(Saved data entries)
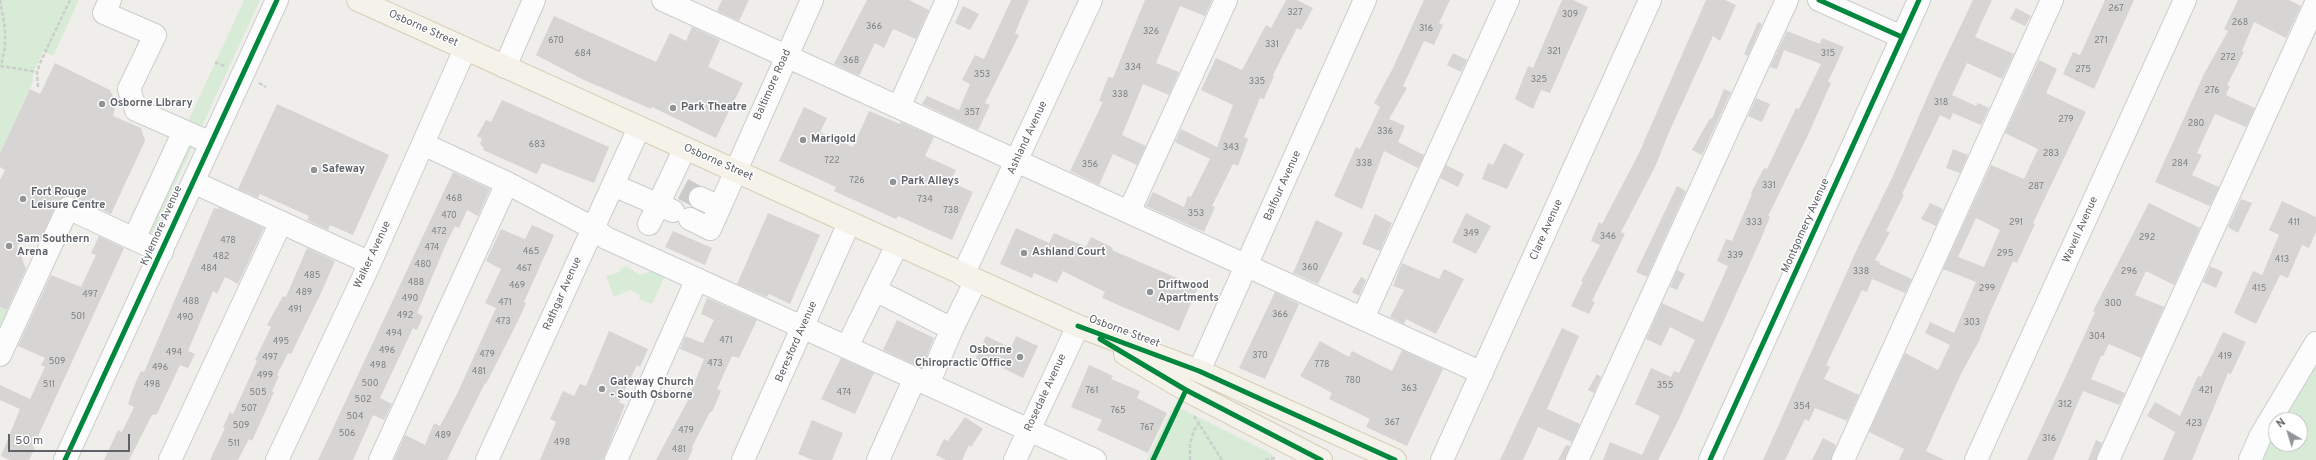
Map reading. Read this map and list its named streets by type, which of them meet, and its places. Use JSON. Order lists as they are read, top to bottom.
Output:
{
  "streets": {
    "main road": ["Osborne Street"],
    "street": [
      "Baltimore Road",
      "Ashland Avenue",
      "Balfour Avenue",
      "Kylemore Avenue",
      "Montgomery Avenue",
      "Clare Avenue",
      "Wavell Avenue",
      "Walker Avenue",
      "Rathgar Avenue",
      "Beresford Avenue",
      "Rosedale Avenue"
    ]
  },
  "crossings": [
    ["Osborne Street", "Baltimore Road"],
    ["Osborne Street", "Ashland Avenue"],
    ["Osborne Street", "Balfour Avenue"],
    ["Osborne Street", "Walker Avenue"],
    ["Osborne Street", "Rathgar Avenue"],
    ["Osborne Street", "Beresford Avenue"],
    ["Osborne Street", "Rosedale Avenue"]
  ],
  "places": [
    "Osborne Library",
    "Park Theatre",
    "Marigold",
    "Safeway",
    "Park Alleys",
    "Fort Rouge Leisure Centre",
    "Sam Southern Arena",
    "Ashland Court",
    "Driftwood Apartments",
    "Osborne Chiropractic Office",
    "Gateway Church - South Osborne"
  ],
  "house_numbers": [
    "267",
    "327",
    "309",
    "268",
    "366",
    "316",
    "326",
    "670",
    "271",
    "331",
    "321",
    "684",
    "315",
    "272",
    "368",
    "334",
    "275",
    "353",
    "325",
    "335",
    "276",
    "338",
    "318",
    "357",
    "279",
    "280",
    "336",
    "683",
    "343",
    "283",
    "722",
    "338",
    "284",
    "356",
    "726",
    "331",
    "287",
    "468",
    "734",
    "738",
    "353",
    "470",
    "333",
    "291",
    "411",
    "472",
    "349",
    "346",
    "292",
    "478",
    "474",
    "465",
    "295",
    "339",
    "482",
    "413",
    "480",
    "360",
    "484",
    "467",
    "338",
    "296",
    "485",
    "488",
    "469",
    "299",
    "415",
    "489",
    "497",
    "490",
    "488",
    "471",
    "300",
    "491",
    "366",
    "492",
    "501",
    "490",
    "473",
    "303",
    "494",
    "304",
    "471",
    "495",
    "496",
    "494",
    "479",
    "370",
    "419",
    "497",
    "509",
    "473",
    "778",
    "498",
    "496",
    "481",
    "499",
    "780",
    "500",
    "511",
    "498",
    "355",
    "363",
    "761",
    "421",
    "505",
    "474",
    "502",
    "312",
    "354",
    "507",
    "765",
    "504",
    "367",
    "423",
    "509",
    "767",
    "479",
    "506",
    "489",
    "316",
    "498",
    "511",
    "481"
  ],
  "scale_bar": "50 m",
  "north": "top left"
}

[WHAT THE EXERCISE ASKS]: Please reproduce every entry above exactly, but leave out the pictures.

[EXERCISE RESULT]:
Map reading. Read this map and list its named streets by type, which of them meet, and its places. Use JSON. Order lists as they are read, top to bottom.
Output:
{
  "streets": {
    "main road": ["Osborne Street"],
    "street": [
      "Baltimore Road",
      "Ashland Avenue",
      "Balfour Avenue",
      "Kylemore Avenue",
      "Montgomery Avenue",
      "Clare Avenue",
      "Wavell Avenue",
      "Walker Avenue",
      "Rathgar Avenue",
      "Beresford Avenue",
      "Rosedale Avenue"
    ]
  },
  "crossings": [
    ["Osborne Street", "Baltimore Road"],
    ["Osborne Street", "Ashland Avenue"],
    ["Osborne Street", "Balfour Avenue"],
    ["Osborne Street", "Walker Avenue"],
    ["Osborne Street", "Rathgar Avenue"],
    ["Osborne Street", "Beresford Avenue"],
    ["Osborne Street", "Rosedale Avenue"]
  ],
  "places": [
    "Osborne Library",
    "Park Theatre",
    "Marigold",
    "Safeway",
    "Park Alleys",
    "Fort Rouge Leisure Centre",
    "Sam Southern Arena",
    "Ashland Court",
    "Driftwood Apartments",
    "Osborne Chiropractic Office",
    "Gateway Church - South Osborne"
  ],
  "house_numbers": [
    "267",
    "327",
    "309",
    "268",
    "366",
    "316",
    "326",
    "670",
    "271",
    "331",
    "321",
    "684",
    "315",
    "272",
    "368",
    "334",
    "275",
    "353",
    "325",
    "335",
    "276",
    "338",
    "318",
    "357",
    "279",
    "280",
    "336",
    "683",
    "343",
    "283",
    "722",
    "338",
    "284",
    "356",
    "726",
    "331",
    "287",
    "468",
    "734",
    "738",
    "353",
    "470",
    "333",
    "291",
    "411",
    "472",
    "349",
    "346",
    "292",
    "478",
    "474",
    "465",
    "295",
    "339",
    "482",
    "413",
    "480",
    "360",
    "484",
    "467",
    "338",
    "296",
    "485",
    "488",
    "469",
    "299",
    "415",
    "489",
    "497",
    "490",
    "488",
    "471",
    "300",
    "491",
    "366",
    "492",
    "501",
    "490",
    "473",
    "303",
    "494",
    "304",
    "471",
    "495",
    "496",
    "494",
    "479",
    "370",
    "419",
    "497",
    "509",
    "473",
    "778",
    "498",
    "496",
    "481",
    "499",
    "780",
    "500",
    "511",
    "498",
    "355",
    "363",
    "761",
    "421",
    "505",
    "474",
    "502",
    "312",
    "354",
    "507",
    "765",
    "504",
    "367",
    "423",
    "509",
    "767",
    "479",
    "506",
    "489",
    "316",
    "498",
    "511",
    "481"
  ],
  "scale_bar": "50 m",
  "north": "top left"
}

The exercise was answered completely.